You guys are disgustingly hideous at arguing, what does 5 9's equal? 45? Is that how much he needed to win? Indeed, so getting 4 9's and 1 ten, is like giving him a better score. Once the 'judges' saw that Iggy was going to win, they all the sudden changed the score. On NBA live 2006, you get 3 dunk attempts, granted Nate got 20, that's unbelivable. You'd be hoping that Nate would decline having won, because he's didn't truly win, but this is no cartoon show.

This is the NBA, AND IT STINKS!


----------



## Yoyo (Oct 16, 2005)

Neither really deserved to be win (just one good dunk from both out of 5), but someone had to.

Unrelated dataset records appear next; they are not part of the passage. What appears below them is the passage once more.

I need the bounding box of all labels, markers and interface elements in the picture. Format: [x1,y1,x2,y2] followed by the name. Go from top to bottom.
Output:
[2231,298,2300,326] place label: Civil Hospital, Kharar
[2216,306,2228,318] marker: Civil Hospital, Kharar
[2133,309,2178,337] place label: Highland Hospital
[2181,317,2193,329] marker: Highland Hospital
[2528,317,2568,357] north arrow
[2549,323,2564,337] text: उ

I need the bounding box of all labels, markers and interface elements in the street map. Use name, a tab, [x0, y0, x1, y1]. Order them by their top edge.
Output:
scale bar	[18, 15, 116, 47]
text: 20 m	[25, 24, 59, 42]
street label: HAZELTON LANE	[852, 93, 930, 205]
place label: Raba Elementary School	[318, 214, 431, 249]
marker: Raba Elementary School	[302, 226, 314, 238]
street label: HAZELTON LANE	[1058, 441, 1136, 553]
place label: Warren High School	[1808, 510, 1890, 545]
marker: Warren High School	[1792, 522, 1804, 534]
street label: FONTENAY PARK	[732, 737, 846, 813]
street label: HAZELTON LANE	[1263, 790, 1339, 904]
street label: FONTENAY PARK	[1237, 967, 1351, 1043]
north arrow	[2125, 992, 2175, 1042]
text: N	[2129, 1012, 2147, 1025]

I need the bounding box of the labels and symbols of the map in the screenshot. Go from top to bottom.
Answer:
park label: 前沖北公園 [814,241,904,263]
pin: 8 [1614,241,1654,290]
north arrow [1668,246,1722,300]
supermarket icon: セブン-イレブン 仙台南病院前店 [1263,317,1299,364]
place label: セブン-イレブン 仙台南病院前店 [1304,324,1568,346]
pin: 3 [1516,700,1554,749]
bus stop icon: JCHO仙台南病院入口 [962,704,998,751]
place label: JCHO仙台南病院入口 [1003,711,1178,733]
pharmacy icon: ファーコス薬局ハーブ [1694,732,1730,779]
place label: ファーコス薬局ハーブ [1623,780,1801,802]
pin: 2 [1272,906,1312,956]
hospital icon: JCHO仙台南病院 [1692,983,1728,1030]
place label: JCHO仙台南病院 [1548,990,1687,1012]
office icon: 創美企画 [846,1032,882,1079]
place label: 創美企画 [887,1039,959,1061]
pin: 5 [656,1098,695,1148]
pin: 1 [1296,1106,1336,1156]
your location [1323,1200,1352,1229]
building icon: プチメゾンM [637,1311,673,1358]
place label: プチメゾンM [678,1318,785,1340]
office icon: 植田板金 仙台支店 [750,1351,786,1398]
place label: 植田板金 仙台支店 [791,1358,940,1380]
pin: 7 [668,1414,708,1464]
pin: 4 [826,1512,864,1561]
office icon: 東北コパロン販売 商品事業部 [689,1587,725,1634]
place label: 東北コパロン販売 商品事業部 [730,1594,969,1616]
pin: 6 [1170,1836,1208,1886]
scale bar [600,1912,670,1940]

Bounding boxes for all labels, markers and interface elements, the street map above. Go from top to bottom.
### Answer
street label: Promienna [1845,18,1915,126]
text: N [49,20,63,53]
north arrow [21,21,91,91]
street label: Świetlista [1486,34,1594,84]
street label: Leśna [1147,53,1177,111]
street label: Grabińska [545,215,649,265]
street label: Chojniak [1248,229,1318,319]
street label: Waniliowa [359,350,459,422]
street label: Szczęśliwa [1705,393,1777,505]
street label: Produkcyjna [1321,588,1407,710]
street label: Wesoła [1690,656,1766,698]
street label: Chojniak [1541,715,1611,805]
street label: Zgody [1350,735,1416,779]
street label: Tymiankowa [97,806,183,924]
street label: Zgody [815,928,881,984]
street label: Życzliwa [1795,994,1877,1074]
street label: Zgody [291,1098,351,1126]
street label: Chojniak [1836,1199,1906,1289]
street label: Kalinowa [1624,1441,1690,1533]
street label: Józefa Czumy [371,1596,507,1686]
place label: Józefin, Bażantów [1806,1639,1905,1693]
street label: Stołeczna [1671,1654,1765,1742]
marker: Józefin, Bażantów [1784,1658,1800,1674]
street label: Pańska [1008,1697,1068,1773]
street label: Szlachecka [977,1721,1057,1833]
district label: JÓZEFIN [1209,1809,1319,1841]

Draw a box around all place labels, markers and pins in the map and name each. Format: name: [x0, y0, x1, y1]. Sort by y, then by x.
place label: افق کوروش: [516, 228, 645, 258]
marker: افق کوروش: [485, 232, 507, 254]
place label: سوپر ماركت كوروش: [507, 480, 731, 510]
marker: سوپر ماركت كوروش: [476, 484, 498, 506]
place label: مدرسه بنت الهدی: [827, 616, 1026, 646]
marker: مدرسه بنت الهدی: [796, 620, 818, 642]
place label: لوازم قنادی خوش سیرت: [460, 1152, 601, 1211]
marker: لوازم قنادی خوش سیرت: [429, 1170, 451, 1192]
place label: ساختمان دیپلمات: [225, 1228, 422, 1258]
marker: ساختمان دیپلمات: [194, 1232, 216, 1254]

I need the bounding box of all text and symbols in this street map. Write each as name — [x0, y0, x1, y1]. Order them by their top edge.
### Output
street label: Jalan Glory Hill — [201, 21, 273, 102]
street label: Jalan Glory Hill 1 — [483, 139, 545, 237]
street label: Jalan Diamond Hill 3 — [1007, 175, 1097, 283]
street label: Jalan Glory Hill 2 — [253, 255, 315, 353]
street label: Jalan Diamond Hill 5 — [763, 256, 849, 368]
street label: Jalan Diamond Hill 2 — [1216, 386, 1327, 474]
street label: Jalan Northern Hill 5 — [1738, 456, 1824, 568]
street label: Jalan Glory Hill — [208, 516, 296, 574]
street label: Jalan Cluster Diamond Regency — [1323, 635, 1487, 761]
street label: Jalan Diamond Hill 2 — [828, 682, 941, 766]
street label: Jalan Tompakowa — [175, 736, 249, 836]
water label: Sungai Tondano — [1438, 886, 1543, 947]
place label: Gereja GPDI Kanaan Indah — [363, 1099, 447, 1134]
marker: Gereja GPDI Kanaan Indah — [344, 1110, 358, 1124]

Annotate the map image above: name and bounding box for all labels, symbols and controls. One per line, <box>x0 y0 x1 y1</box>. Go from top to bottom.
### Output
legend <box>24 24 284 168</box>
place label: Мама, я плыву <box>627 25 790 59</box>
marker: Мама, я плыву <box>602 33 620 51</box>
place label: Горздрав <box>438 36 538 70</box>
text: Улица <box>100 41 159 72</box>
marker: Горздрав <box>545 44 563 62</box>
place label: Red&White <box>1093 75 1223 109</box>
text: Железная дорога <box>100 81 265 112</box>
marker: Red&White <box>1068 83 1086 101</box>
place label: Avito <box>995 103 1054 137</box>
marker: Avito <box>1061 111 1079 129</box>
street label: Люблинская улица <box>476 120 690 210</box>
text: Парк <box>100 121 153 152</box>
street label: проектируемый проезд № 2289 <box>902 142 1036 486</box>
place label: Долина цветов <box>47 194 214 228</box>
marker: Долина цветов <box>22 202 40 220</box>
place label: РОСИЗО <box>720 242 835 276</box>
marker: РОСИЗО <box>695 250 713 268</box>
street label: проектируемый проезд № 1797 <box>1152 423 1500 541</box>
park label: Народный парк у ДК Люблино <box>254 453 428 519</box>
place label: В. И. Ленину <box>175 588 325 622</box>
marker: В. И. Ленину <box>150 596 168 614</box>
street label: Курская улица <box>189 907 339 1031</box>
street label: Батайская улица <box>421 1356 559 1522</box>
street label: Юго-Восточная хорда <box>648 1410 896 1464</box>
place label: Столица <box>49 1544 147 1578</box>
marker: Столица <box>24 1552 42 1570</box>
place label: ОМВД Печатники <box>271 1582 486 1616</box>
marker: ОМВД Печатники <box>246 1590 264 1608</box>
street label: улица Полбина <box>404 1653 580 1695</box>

So the judges went with the crowd favorite.


----------



## Chinatownballer (Oct 13, 2005)

Sixerfanforlife said:


> You guys are disgustingly hideous at arguing, what does 5 9's equal? 45? Is that how much he needed to win? Indeed, so getting 4 9's and 1 ten, is like giving him a better score. Once the 'judges' saw that Iggy was going to win, they all the sudden changed the score. On NBA live 2006, you get 3 dunk attempts, granted Nate got 20, that's unbelivable. You'd be hoping that Nate would decline having won, because he's didn't truly win, but this is no cartoon show.
> 
> This is the NBA, AND IT STINKS!


HAHA!!! Stop whining, your guy lost, are guy won. Get over it.
NATE THE GREAT!!!!!! WOOT WOOT!!!!
:banana: :banana: :banana: :banana:


----------



## The True Essence (May 26, 2003)

Sixerfanforlife said:


> You guys are disgustingly hideous at arguing, what does 5 9's equal? 45? Is that how much he needed to win? Indeed, so getting 4 9's and 1 ten, is like giving him a better score. Once the 'judges' saw that Iggy was going to win, they all the sudden changed the score. On NBA live 2006, you get 3 dunk attempts, granted Nate got 20, that's unbelivable. You'd be hoping that Nate would decline having won, because he's didn't truly win, but this is no cartoon show.
> 
> This is the NBA, AND IT STINKS!


cry me a river. This aint NBA Live, besides, NBA 2k is better. Nate won, end of story.


----------



## ElMarroAfamado (Nov 1, 2005)

im not a Knicks fan but i thought id come in here and congratulate your player, Nate

i think he deserved to win...A.I's dunks were like eh, after that backboard one....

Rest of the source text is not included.